Monday, July 2, 2018

#30 [2018/CBR10] "Madame Bovary" by Gustave Flaubert (transl. by Adam Thorpe)

I've discovered another problem with my list of 50 Books Every Woman Should Read Before She Turns 40. The first problem was including Fifty Shades of Grey--no explanation needed. The second was including Madame Bovary (1856) by Gustave Flaubert, which requires a little more explanation. The introduction states that "this list celebrates female writers who wrote coming-of-age classics as well as modern page-turners." There is no doubt that Madame Bovary is an influential classic that is worth reading, but the problem is that Gustave Flaubert is not a female writer. I am genuinely curious if there was some breakdown of communication between the editor and the people choosing the books for this list. It's hard to imagine that they didn't realize Flaubert was a man. And if they did it on purpose, why did they include Flaubert as the only man on the list? I guess I'll never know.

The short blurb next to this book says it's about "a woman escaping her dull existence through multiple sexual affairs." However, I would argue that in many ways this book is more about Charles Bovary and how his wife ruins him. In fact, the novel begins and ends with Charles, starting with him in school, and ending with him after his wife dies. It is certainly true that the majority of the book follows Emma Bovary, and is sometimes sympathetic to her thoughts and feelings, but it was not what I expected.

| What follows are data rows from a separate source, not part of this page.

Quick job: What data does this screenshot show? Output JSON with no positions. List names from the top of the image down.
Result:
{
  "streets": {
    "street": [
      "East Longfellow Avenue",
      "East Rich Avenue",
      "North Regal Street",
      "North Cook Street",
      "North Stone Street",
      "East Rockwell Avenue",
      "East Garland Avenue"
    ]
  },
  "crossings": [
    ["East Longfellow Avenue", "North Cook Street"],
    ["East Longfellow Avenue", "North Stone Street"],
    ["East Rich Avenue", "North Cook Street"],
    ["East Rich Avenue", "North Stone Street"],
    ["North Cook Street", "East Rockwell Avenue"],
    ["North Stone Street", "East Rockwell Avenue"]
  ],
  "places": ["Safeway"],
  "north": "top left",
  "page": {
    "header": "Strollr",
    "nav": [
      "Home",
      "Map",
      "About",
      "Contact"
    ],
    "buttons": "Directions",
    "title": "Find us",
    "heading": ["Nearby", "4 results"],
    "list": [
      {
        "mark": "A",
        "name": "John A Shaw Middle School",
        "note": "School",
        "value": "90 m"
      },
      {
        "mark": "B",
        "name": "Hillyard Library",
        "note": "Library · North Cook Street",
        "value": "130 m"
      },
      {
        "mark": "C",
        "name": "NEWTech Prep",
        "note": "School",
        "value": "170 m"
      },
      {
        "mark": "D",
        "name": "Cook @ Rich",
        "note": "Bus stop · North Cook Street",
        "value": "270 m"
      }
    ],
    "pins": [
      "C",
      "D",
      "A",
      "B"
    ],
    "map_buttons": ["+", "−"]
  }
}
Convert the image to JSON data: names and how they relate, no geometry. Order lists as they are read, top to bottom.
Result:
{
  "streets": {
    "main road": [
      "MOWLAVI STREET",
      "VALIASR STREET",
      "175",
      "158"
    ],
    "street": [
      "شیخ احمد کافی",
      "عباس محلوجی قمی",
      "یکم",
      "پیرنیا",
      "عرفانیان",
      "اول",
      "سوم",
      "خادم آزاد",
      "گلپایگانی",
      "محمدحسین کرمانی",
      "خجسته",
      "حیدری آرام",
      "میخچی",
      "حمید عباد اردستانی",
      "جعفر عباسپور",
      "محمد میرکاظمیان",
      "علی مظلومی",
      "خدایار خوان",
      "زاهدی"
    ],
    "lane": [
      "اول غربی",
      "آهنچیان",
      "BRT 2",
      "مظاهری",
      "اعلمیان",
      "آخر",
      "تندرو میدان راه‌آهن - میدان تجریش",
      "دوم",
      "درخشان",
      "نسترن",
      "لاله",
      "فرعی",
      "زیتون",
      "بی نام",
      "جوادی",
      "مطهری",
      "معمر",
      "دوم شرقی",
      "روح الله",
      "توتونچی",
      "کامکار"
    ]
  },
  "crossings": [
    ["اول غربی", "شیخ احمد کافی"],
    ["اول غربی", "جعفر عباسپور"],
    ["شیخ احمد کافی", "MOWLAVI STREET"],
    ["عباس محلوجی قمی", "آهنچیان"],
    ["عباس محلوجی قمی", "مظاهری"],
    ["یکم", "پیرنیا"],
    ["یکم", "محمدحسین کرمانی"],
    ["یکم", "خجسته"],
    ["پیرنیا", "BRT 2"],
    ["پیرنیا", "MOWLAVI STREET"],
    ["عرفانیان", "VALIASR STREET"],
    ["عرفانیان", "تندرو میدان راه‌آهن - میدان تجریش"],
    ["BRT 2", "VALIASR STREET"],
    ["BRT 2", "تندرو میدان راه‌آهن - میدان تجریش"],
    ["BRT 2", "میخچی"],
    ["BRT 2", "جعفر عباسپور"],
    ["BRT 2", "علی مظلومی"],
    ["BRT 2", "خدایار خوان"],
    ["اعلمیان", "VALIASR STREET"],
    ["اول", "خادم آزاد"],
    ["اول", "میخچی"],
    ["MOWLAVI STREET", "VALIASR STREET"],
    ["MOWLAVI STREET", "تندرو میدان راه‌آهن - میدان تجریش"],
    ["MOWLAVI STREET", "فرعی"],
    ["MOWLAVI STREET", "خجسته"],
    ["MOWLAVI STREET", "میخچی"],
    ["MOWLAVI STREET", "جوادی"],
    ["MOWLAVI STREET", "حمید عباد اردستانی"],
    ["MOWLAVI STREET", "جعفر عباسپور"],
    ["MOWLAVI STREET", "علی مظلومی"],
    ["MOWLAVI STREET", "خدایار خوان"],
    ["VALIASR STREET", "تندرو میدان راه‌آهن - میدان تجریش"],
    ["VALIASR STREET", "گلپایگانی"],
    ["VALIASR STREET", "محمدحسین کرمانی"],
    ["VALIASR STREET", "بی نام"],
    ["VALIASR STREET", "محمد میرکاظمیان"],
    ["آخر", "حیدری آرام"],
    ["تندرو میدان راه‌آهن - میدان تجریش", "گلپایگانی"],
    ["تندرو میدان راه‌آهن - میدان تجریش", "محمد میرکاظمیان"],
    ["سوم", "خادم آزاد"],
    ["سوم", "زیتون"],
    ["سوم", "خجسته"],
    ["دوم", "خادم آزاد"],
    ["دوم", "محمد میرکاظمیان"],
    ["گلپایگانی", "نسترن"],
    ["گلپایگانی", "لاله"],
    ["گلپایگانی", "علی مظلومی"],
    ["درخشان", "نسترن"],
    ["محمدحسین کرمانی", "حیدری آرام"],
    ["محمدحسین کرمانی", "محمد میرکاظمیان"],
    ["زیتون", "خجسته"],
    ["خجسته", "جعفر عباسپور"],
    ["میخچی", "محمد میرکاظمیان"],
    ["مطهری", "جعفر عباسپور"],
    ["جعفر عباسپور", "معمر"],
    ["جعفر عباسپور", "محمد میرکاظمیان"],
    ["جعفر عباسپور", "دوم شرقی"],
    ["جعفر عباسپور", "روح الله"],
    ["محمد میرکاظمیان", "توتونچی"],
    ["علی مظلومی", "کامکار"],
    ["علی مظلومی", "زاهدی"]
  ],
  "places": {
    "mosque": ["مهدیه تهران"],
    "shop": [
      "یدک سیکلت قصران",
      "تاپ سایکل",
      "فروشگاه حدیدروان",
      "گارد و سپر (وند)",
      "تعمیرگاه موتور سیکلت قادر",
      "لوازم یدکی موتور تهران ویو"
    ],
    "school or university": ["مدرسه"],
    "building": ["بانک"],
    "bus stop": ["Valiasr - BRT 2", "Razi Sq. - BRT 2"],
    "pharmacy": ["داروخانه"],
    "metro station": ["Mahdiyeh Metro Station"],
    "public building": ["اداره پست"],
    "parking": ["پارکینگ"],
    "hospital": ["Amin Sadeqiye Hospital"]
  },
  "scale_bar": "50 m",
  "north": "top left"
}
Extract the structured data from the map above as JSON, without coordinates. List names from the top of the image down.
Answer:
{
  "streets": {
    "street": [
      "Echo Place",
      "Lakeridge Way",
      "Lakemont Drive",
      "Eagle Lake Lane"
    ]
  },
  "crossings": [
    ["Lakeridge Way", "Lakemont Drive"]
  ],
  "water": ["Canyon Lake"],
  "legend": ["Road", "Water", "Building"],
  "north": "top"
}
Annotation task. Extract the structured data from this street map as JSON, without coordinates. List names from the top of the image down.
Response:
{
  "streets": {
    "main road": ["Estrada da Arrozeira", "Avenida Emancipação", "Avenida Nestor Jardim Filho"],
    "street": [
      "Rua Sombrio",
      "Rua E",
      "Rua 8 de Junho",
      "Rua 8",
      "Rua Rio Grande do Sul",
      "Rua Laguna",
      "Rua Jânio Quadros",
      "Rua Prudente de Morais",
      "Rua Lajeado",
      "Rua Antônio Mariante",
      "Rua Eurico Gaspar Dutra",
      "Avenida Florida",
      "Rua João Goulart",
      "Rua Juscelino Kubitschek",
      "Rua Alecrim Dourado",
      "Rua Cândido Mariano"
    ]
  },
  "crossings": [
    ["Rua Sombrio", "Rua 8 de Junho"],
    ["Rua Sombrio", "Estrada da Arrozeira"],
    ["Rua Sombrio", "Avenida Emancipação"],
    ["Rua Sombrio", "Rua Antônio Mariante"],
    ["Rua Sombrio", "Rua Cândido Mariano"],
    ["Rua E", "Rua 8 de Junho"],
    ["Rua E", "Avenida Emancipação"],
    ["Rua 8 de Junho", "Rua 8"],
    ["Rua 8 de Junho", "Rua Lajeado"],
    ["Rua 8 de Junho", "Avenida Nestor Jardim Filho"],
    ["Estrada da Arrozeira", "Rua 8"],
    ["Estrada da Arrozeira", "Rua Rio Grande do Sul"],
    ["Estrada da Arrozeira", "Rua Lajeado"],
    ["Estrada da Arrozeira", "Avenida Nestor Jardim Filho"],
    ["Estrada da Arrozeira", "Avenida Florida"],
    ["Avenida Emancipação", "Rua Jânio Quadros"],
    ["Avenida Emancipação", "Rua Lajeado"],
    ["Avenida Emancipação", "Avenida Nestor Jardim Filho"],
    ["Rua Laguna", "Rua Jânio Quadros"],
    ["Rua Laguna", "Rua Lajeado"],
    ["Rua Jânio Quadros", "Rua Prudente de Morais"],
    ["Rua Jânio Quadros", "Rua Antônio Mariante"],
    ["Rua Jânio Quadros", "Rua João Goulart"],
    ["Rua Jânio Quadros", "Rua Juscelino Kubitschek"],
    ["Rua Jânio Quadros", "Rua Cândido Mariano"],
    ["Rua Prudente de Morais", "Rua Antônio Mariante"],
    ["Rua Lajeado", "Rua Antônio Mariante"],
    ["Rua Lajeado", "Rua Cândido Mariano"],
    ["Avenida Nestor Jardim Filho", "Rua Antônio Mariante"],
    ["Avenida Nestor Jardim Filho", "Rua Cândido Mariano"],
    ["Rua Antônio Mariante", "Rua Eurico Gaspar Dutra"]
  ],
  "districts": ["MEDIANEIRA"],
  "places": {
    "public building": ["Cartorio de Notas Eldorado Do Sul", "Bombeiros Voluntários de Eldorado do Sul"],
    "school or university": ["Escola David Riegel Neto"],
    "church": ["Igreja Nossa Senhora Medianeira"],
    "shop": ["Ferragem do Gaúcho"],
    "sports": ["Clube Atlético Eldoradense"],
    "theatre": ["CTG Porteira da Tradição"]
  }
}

Emma Bovary is a young farmer's daughter when she meets Charles Bovary, the local doctor, who comes to help her father. She is beautiful and yearns for luxury, love, and excitement, inspired by the many popular novels she reads. When she marries Charles, she fancies herself in love with him, but she is almost immediately disappointed. Charles loves Emma as much as he can but he cannot change the fact that he is not the smart, dashing figure of Emma's dreams. His obtuseness continually keeps him in the dark as to Emma's real feelings.

Even with Flaubert's many poetic descriptions filling up the book, a lot happens in this novel. Emma falls in love with a young law student in Yonville, Leon. This first love remains unspoken and innocent. She gives birth to a little girl, whom she mostly ignores. She is encouraged to overspend and buy on credit by a Monsieur Lheureux. Eventually she obtains a Power of Attorney for her husband, so she can control and waste all of his finances as well. This is the primary cause of her ultimate downfall. When Rodolphe Boulanger, a local wealthy man, decides Emma would be easy to seduce, she falls easily into his arms. Later, when she runs into Leon again, she does not hesitate to begin an affair.

I can appreciate that there are many good things about this book. The characters are portrayed in a believable and sympathetic manner. There were also some very memorable scenes. One that really stuck with me was when the town pharmacist, Monsieur Homais, talked Charles Bovary into doing a newfangled procedure to cure his servant's club foot, almost killing him. I also felt bad for Emma Bovary when she went to the priest for help and he was oblivious to her distress. Flaubert is very good at showing the personality of his characters, and it's very hard not to have strong opinions about them.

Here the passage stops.